▶ [TASK REQUIREMENTS]
Quote the records below in full, exactly as given, with the images taken out.

▶ [GIVEN INFORMATION]

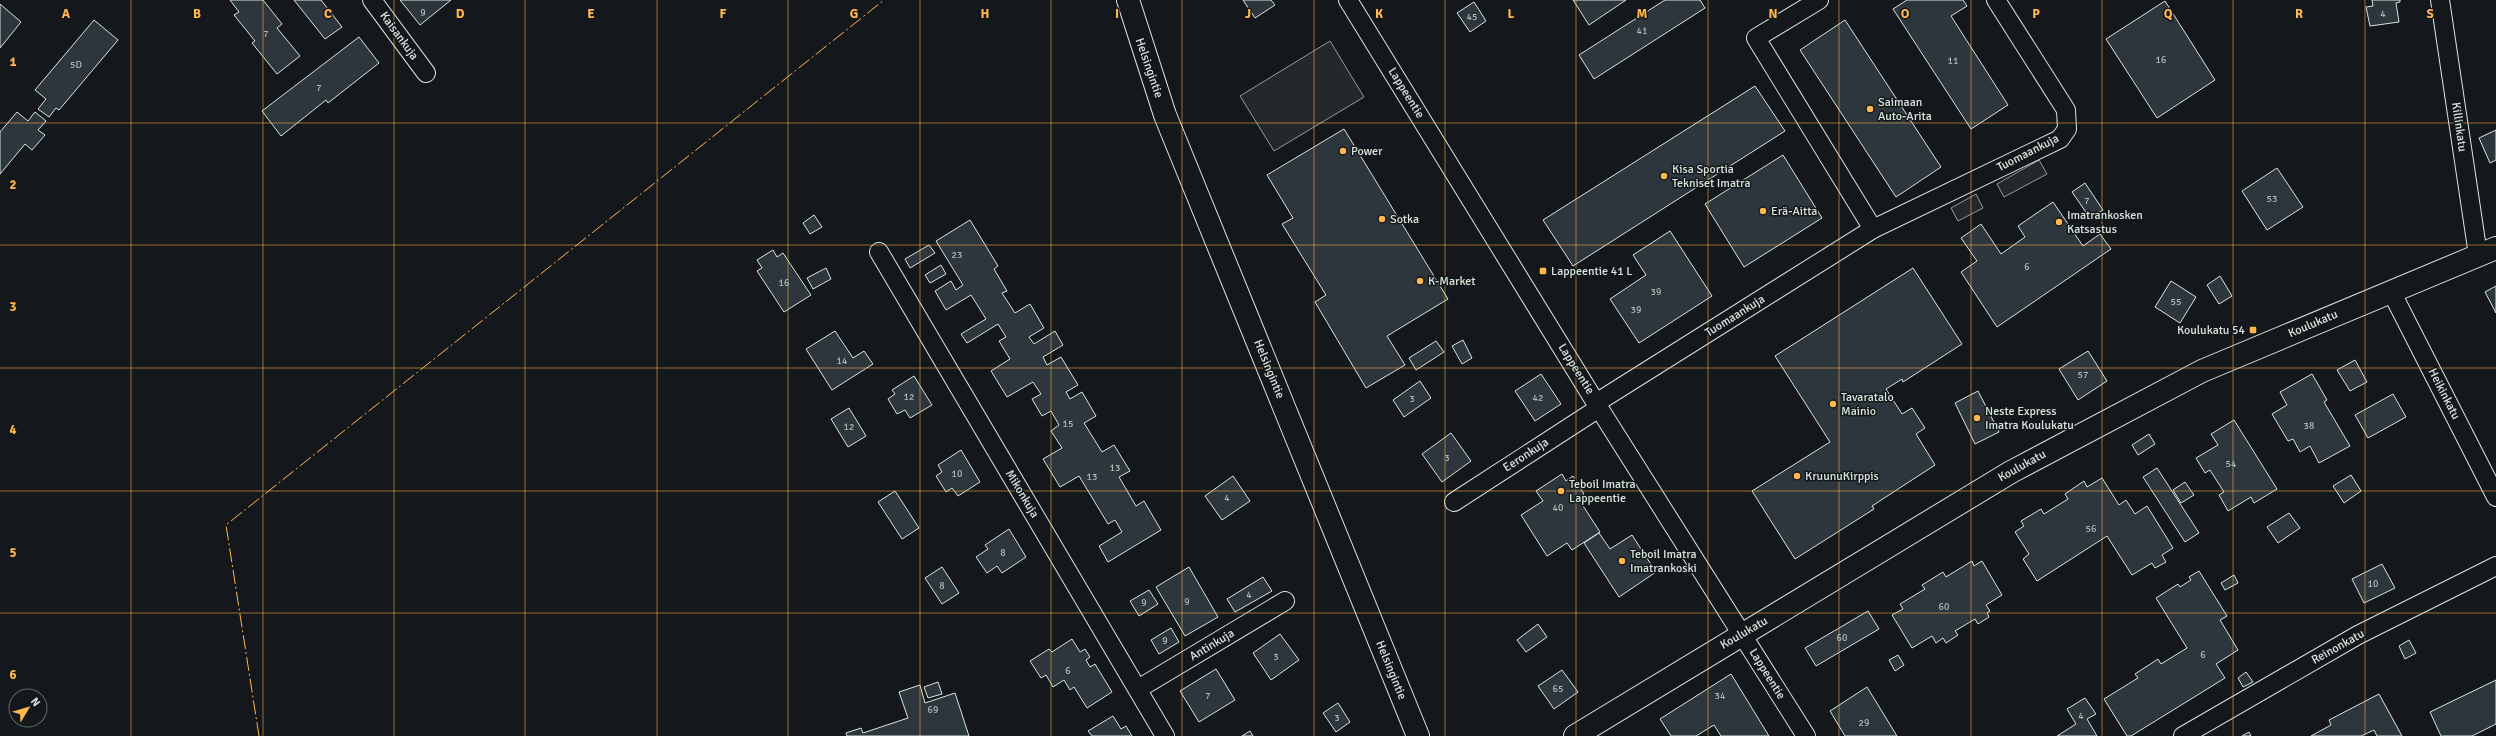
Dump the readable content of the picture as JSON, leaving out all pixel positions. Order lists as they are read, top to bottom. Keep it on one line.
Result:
{"streets":{"street":["Kaisankuja","Helsingintie","Lappeentie","Killinkatu","Tuomaankuja","Koulukatu","Heikinkatu","Eeronkuja","Mikonkuja","Antinkuja","Reinonkatu"]},"crossings":[["Lappeentie","Tuomaankuja"],["Lappeentie","Koulukatu"],["Lappeentie","Eeronkuja"],["Killinkatu","Koulukatu"],["Tuomaankuja","Eeronkuja"],["Koulukatu","Heikinkatu"],["Mikonkuja","Antinkuja"]],"places":{"other":["Saimaan Auto-Arita","Power","Kisa Sportia Tekniset Imatra","Erä-Aitta","Sotka","Imatrankosken Katsastus","K-Market","Tavaratalo Mainio","Neste Express Imatra Koulukatu","KruunuKirppis","Teboil Imatra Lappeentie","Teboil Imatra Imatrankoski"],"transit":["Lappeentie 41 L","Koulukatu 54"]},"house_numbers":["9","4","45","41","7","16","11","5D","7","53","7","23","6","16","39","55","39","14","57","12","42","3","15","38","12","3","54","13","10","13","4","40","56","8","10","8","4","9","9","60","60","9","6","3","6","65","7","34","69","4","3","29"],"north":"top right","grid":{"columns":["A","B","C","D","E","F","G","H","I","J","K","L","M","N","O","P","Q","R","S"],"rows":["1","2","3","4","5","6"]}}
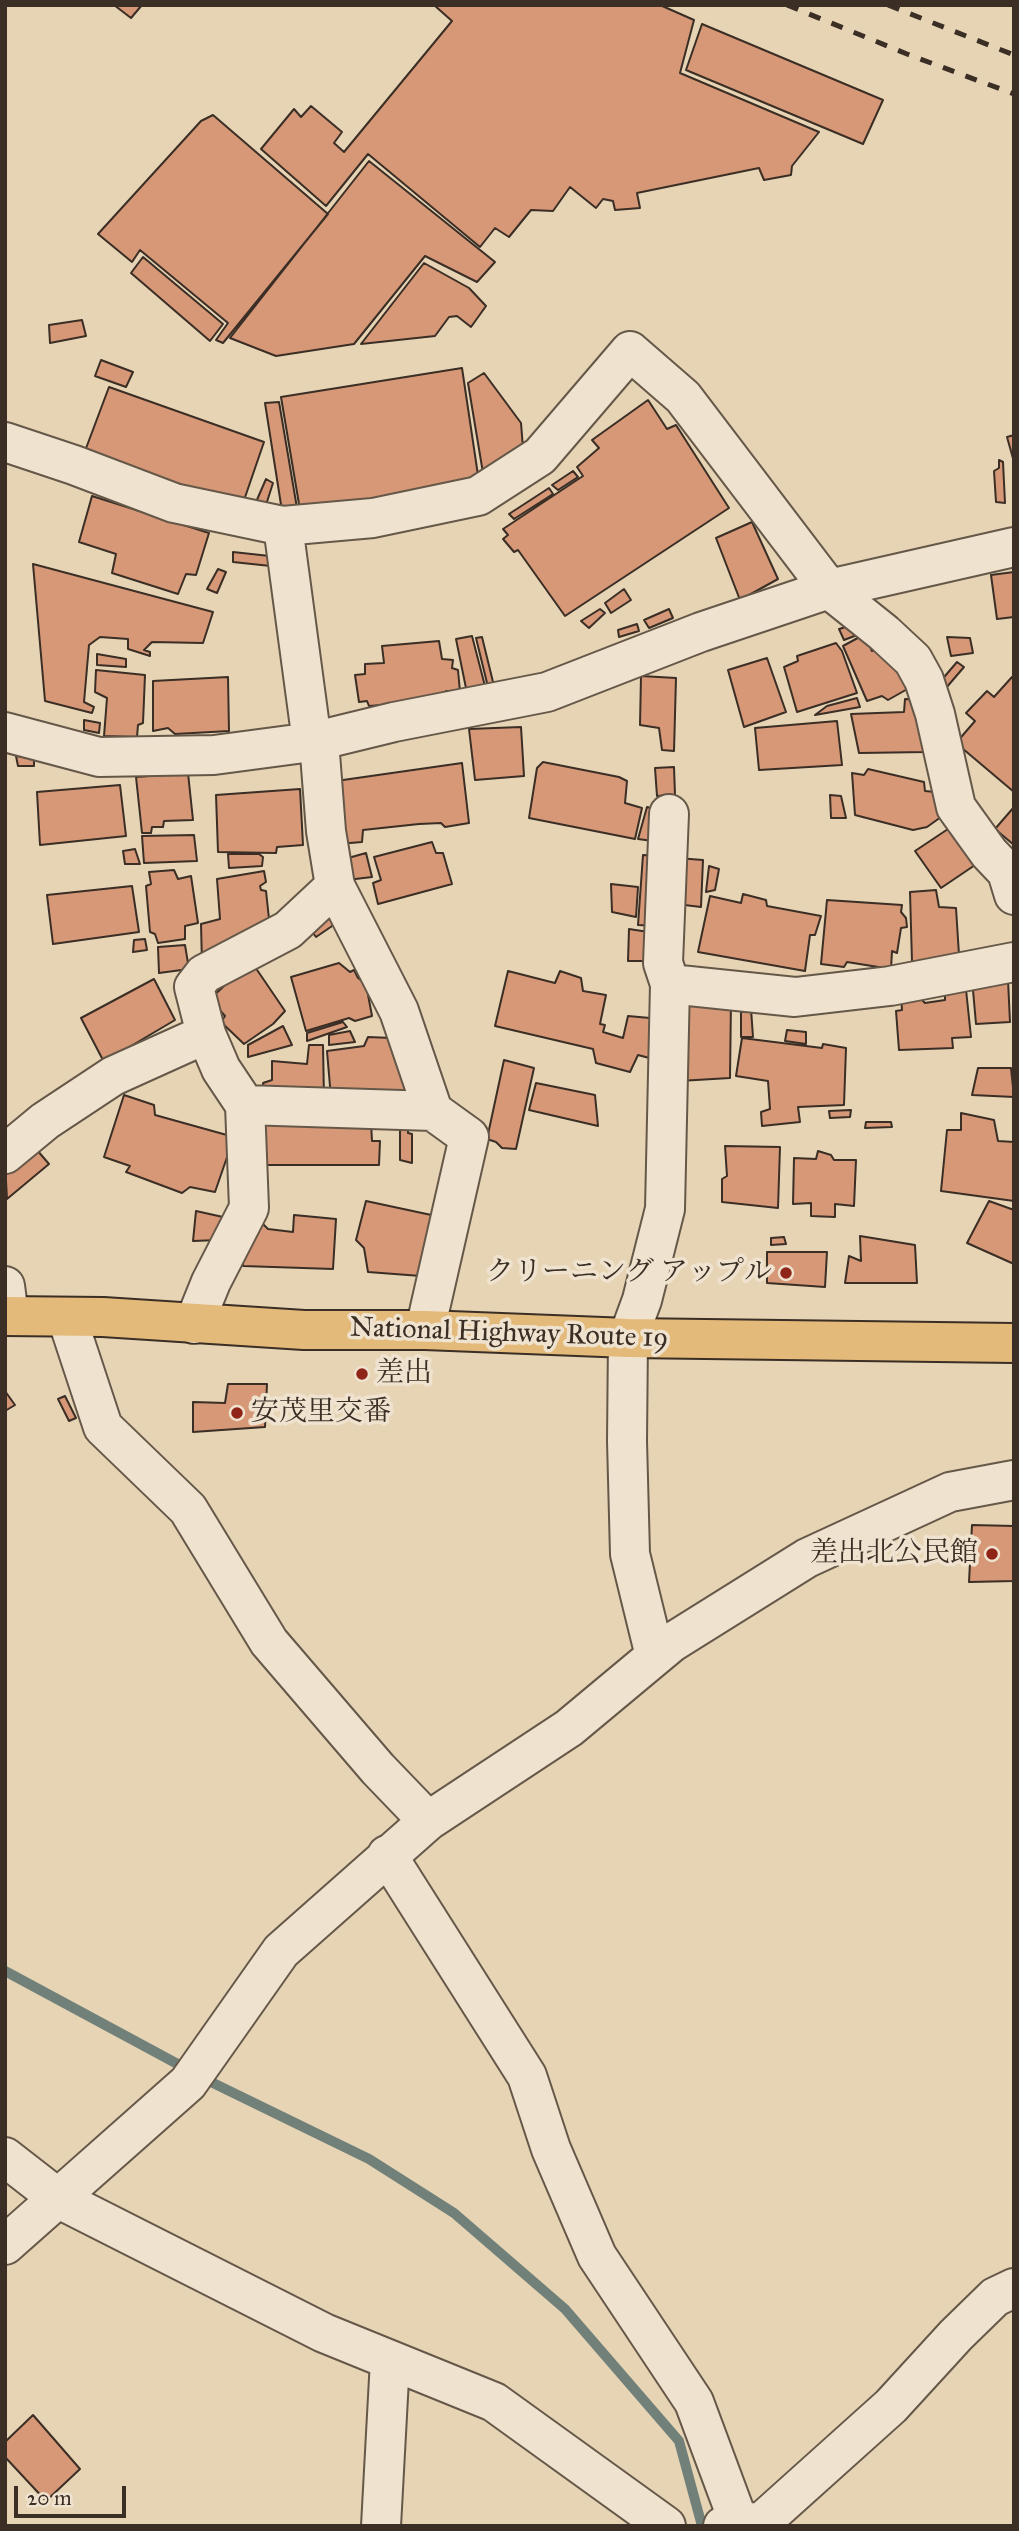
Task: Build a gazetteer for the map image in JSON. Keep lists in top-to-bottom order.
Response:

▶ [REPLY TO THE TASK]
Dump the readable content of the picture as JSON, leaving out all pixel positions. Order lists as they are read, top to bottom. Keep it on one line.
Result:
{"streets":{"street":["Kaisankuja","Helsingintie","Lappeentie","Killinkatu","Tuomaankuja","Koulukatu","Heikinkatu","Eeronkuja","Mikonkuja","Antinkuja","Reinonkatu"]},"crossings":[["Lappeentie","Tuomaankuja"],["Lappeentie","Koulukatu"],["Lappeentie","Eeronkuja"],["Killinkatu","Koulukatu"],["Tuomaankuja","Eeronkuja"],["Koulukatu","Heikinkatu"],["Mikonkuja","Antinkuja"]],"places":{"other":["Saimaan Auto-Arita","Power","Kisa Sportia Tekniset Imatra","Erä-Aitta","Sotka","Imatrankosken Katsastus","K-Market","Tavaratalo Mainio","Neste Express Imatra Koulukatu","KruunuKirppis","Teboil Imatra Lappeentie","Teboil Imatra Imatrankoski"],"transit":["Lappeentie 41 L","Koulukatu 54"]},"house_numbers":["9","4","45","41","7","16","11","5D","7","53","7","23","6","16","39","55","39","14","57","12","42","3","15","38","12","3","54","13","10","13","4","40","56","8","10","8","4","9","9","60","60","9","6","3","6","65","7","34","69","4","3","29"],"north":"top right","grid":{"columns":["A","B","C","D","E","F","G","H","I","J","K","L","M","N","O","P","Q","R","S"],"rows":["1","2","3","4","5","6"]}}
Task: Build a gazetteer for the map image in JSON. Keep lists in top-to-bottom order.
Response:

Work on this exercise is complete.